Em plena Assembleia da República, diz um deputado, que eventualmente representará um partido que se reclama dos trabalhadores, ao Primeiro Ministro: "... O senhor não sabe o que é a vida!...". E este responde com ar sério, pesaroso e compenetrado: "... Sim, senhor deputado, sei muito bem o que é a vida!...". E o debate prossegue. E os outros 249 deputados saem de hemiciclo convencidos de que sabem o que é a vida e cada um vai à sua. E o Primeiro Ministro também sai e entra depois num faustoso BMW, pela porta que, pressurosamente, um qualquer latagão bem parecido da sua segurança pessoal lhe abre, enquanto ensaia um genuflexão protocolar. O motorista, vinda a luz verde dada pelo sofisticado aparelho de segurança governamental, arranca a toda a brida. A agenda do PM estará muito ou demasiado sobrecarregada. Vai à sua vida também.
E um vulgar cidadão no meio do povo, assiste pela televisão, com um prato de sopa e mais qualquer coisita que a mulher inventou e colocou na mesa à frente dos dois, a este trocadilho de políticos e pensa que nenhum deles saberá o que é a vida.
O deputado, seja ou não seja representante dos trabalhadores, não sabe. E todos os seus companheiros de todas as bancadas parlamentares também não. E o PM saberá ainda menos e nesse não saber será acompanhado pelo latagão com boa imagem que lhe abre a porta, pelo corpo do aparelho que vela pela seguramça do chefe do governo e até pelo motorista que carrega no acelerador e o leva veloz para outros demagógicos discursos, talvez a rematar um bem confeccionado e regado almoço.

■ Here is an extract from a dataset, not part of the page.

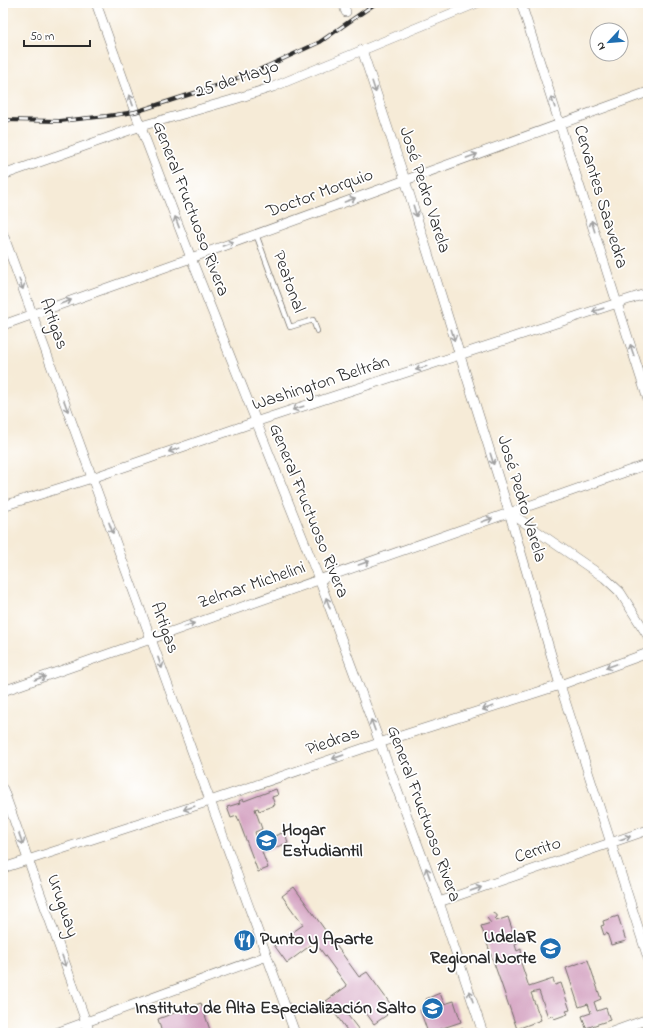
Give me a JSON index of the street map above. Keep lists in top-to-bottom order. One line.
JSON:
{"streets":{"street":["25 de Mayo","José Pedro Varela","Doctor Morquio","Cervantes Saavedra","General Fructuoso Rivera","Artigas","Washington Beltrán","Zelmar Michelini","Piedras","Cerrito","Uruguay"],"lane":["Peatonal"]},"crossings":[["25 de Mayo","José Pedro Varela"],["25 de Mayo","General Fructuoso Rivera"],["José Pedro Varela","Doctor Morquio"],["José Pedro Varela","Washington Beltrán"],["José Pedro Varela","Zelmar Michelini"],["José Pedro Varela","Piedras"],["José Pedro Varela","Cerrito"],["Doctor Morquio","Cervantes Saavedra"],["Doctor Morquio","General Fructuoso Rivera"],["Doctor Morquio","Peatonal"],["Doctor Morquio","Artigas"],["Cervantes Saavedra","Washington Beltrán"],["General Fructuoso Rivera","Washington Beltrán"],["General Fructuoso Rivera","Zelmar Michelini"],["General Fructuoso Rivera","Piedras"],["General Fructuoso Rivera","Cerrito"],["Artigas","Washington Beltrán"],["Artigas","Zelmar Michelini"],["Artigas","Piedras"],["Piedras","Uruguay"]],"one_way":["José Pedro Varela","Doctor Morquio","Cervantes Saavedra","General Fructuoso Rivera","Artigas","Washington Beltrán","Zelmar Michelini","Piedras","Cerrito","Uruguay"],"places":{"school or university":["Hogar Estudiantil","UdelaR Regional Norte","Instituto de Alta Especialización Salto"],"restaurant":["Punto y Aparte"]},"scale_bar":"50 m","north":"bottom left"}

Toda esta gente não sabe o que é a vida. Porque tem o seu emprego, dorme todos os dias em lençóis lavados e tem café com leite e torradas todos os dias pela manhã. Não conta os trocos do porta-moedas em cada pagamento e usa e abusa de todos os inúmeros cartões de plástico que lhe deformam a carteira.
Aquele beirão que a fábrica de calçado despediu e se deita á noite e faz sexo com a sua mulher, com a aspereza do cobertor a incomodar-lhe as costas, porque os lençóis do enxoval que ela trouxe para o casamento aconchegam os três inocentes que dormem no quarto ao lado, esse sim, sabe o que é a vida. Sabe que o pequeno almoço que vai repartir com os filhos e mulher pela manhã, será invariavelmente um naco de broa, que ela coze no forno da vizinha uma vez por semana, acompanhado por uma água tingida de café de mistura, quase só cevada. Sabe que o almoço dos miúdos está garantido na escola para onde partem inocentes e saltitantes todos os dias. Ele e ela hão-de arranjar-se com qualquer coisa. E à noite, umas sardinhas e uns grelitos da horta, que o seu desemprego fez desabrochar, hão-de esconder dos filhos o drama da sua vida. E no fim de cada mês sabe que terá de pedir paciência ao merceeiro da terra. Até vir o subsídio... Esse beirão e a gente que no Minho lhe repete as cenas. E os homens e mulheres transmontanas, ribatejanas, alentejanas e algarvias que desesperadamente lhe copiam os passos. Esses sim, sabem o que é a vida!... Mas de que lhes vale esse saber ?!...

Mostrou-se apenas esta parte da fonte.